Speaking of rolling juices, that's what's at the center of our creation, again, literally. It's nice to be able to use that word and really mean it.
Working from the inside out, we start with a oozy liquid center of cranberry sauce, surrounded by a light layer of stuffing that's been flavored with some homemade turkey and sage sausage. Encasing that whole thing is a thin crust of crisp latke-style potato and onion batter that frizzles and crisps, thin bits of potato and onion sticking out in a wild tangle. Sort of like a cross between a Bloomin' Onion, shoestring fries, and Bellatrix Lestrange's hair.
The fritters are served hot with a side of turkey schmaltz gravy for dipping.

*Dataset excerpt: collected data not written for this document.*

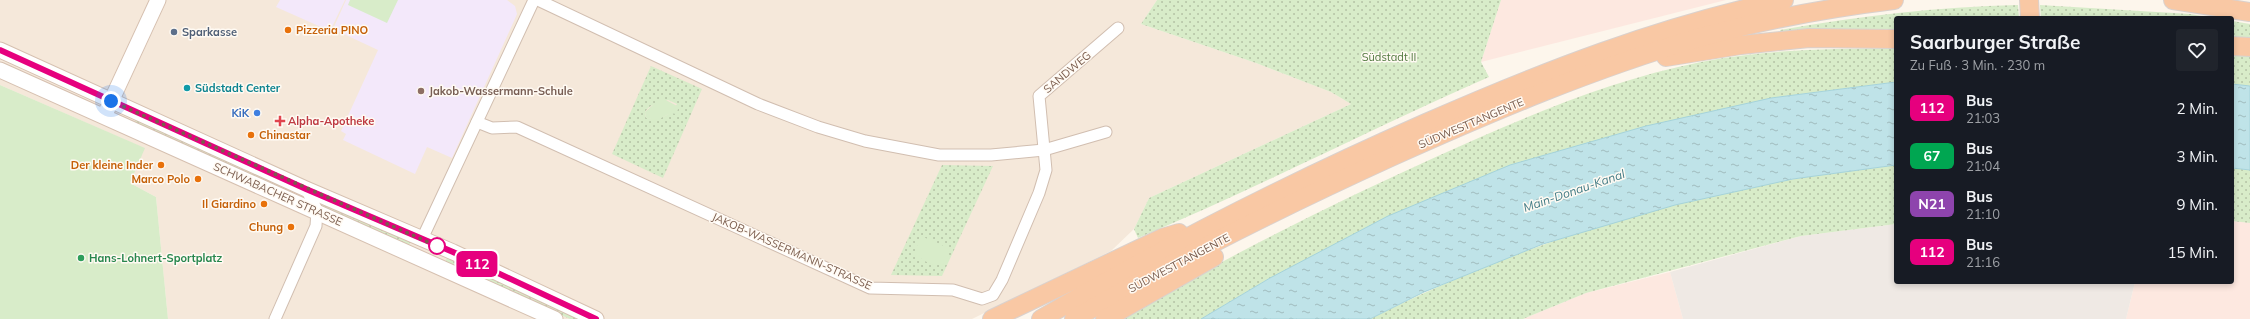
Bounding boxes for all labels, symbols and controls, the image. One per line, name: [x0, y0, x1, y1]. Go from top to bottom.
place label: Pizzeria PINO: [296, 23, 368, 37]
place label: Sparkasse: [182, 25, 237, 39]
marker: Pizzeria PINO: [283, 25, 293, 35]
marker: Sparkasse: [169, 27, 179, 37]
button: heart: [2176, 29, 2218, 71]
text: Saarburger Straße: [1910, 30, 2080, 54]
street label: SANDWEG: [1040, 48, 1094, 96]
park label: Südstadt II: [1362, 50, 1416, 64]
text: Zu Fuß · 3 Min. · 230 m: [1910, 57, 2045, 73]
place label: Südstadt Center: [195, 81, 281, 95]
marker: Südstadt Center: [182, 83, 192, 93]
place label: Jakob-Wassermann-Schule: [429, 84, 573, 98]
marker: Jakob-Wassermann-Schule: [416, 86, 426, 96]
your location: [101, 91, 121, 111]
text: Bus: [1966, 91, 1993, 110]
street label: SÜDWESTTANGENTE: [1416, 94, 1526, 152]
text: 112: [1919, 99, 1945, 117]
text: 2 Min.: [2176, 99, 2218, 118]
place label: KiK: [231, 106, 250, 120]
marker: KiK: [252, 108, 262, 118]
text: 21:03: [1966, 110, 2000, 126]
place label: Alpha-Apotheke: [288, 114, 374, 128]
marker: Alpha-Apotheke: [275, 116, 285, 126]
place label: Chinastar: [259, 128, 311, 142]
marker: Chinastar: [246, 130, 256, 140]
text: Bus: [1966, 139, 1993, 158]
text: 67: [1924, 147, 1940, 165]
text: 3 Min.: [2176, 147, 2218, 166]
place label: Der kleine Inder: [71, 158, 154, 172]
text: 21:04: [1966, 158, 2000, 174]
street label: SCHWABACHER STRASSE: [211, 159, 345, 229]
marker: Der kleine Inder: [156, 160, 166, 170]
water label: Main-Donau-Kanal: [1521, 166, 1627, 215]
place label: Marco Polo: [131, 172, 190, 186]
marker: Marco Polo: [193, 174, 203, 184]
text: Bus: [1966, 187, 1993, 206]
text: N21: [1918, 195, 1946, 213]
text: 9 Min.: [2176, 195, 2218, 214]
place label: Il Giardino: [202, 197, 256, 211]
marker: Il Giardino: [259, 199, 269, 209]
text: 21:10: [1966, 206, 2000, 222]
street label: JAKOB-WASSERMANN-STRASSE: [710, 209, 874, 293]
place label: Chung: [249, 220, 283, 234]
marker: Chung: [286, 222, 296, 232]
street label: SÜDWESTTANGENTE: [1126, 230, 1232, 296]
text: Bus: [1966, 235, 1993, 254]
unlabelled marker: [428, 237, 446, 255]
text: 112: [1919, 243, 1945, 261]
text: 15 Min.: [2167, 243, 2218, 262]
place label: Hans-Lohnert-Sportplatz: [89, 251, 222, 265]
line badge: 112: [454, 251, 500, 277]
marker: Hans-Lohnert-Sportplatz: [76, 253, 86, 263]
text: 21:16: [1966, 254, 2000, 270]
text: 112: [464, 255, 490, 273]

Read on to see how I made'em. The process is pretty simple, and can actually be used for a wide range of similar fritters—try a risotto ball with a creamy cheese sauce in the center or perhaps some confit duck fritters with a quince core. Get the idea?
The Cranberry Core
The cranberry center starts off with a basic cranberry sauce. The World's Easiest Cranberry Sauce, to be precise. It's just a mixture of cranberries and sugar, cooked down until the berries pop and release their juices.

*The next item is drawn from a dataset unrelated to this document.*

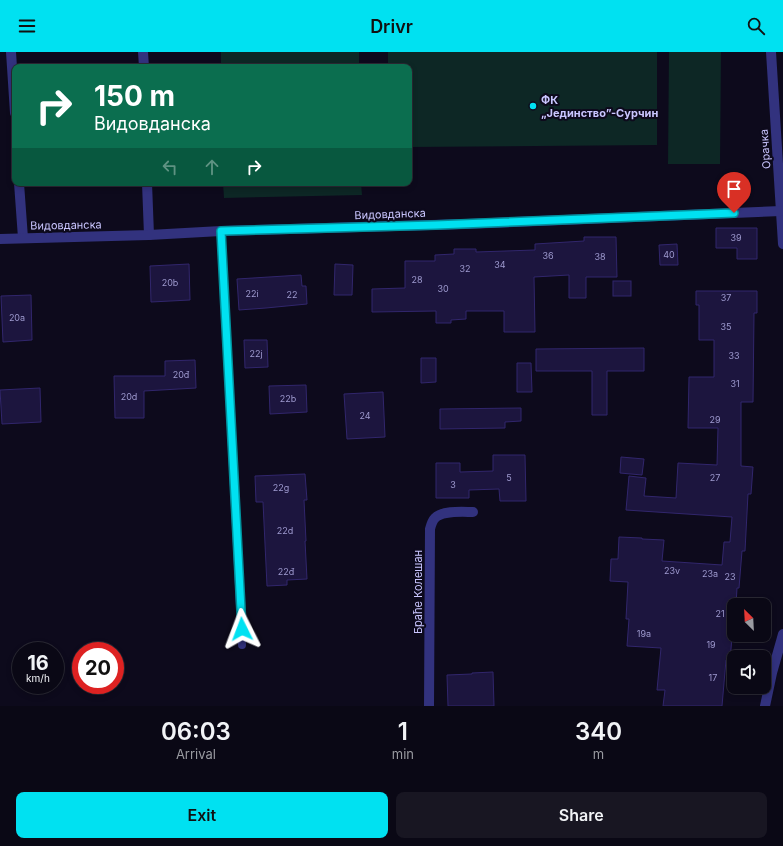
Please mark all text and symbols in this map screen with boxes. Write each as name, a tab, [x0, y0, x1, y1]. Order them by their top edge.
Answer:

Because cranberries are so high in pectin, a sauce made with them will naturally set into a firm gel when it cools. In fact, a pure cranberry sauce ends up gelling so firmly that it refuses to re-soften even when heated. In order to ensure that the core of my fritters ends up soft, I needed to thin out the sauce with just a bit of water.
I strained the sauce through a fine mesh chinois in order to make it completely smooth. If I were using a liquid center lower in pectin, I would experiment with adding gelling agents like gelatin or agar agar in order to get the center to a consistency that's firm at fridge temperatures, but flows at room temperature.
Next, it's time to shape the centers. If you have a mini ice cube tray, you can turn the cranberry sauce into small cubes, but I prefer the look of a sphere, so I used a silicone-based hemisphere mold.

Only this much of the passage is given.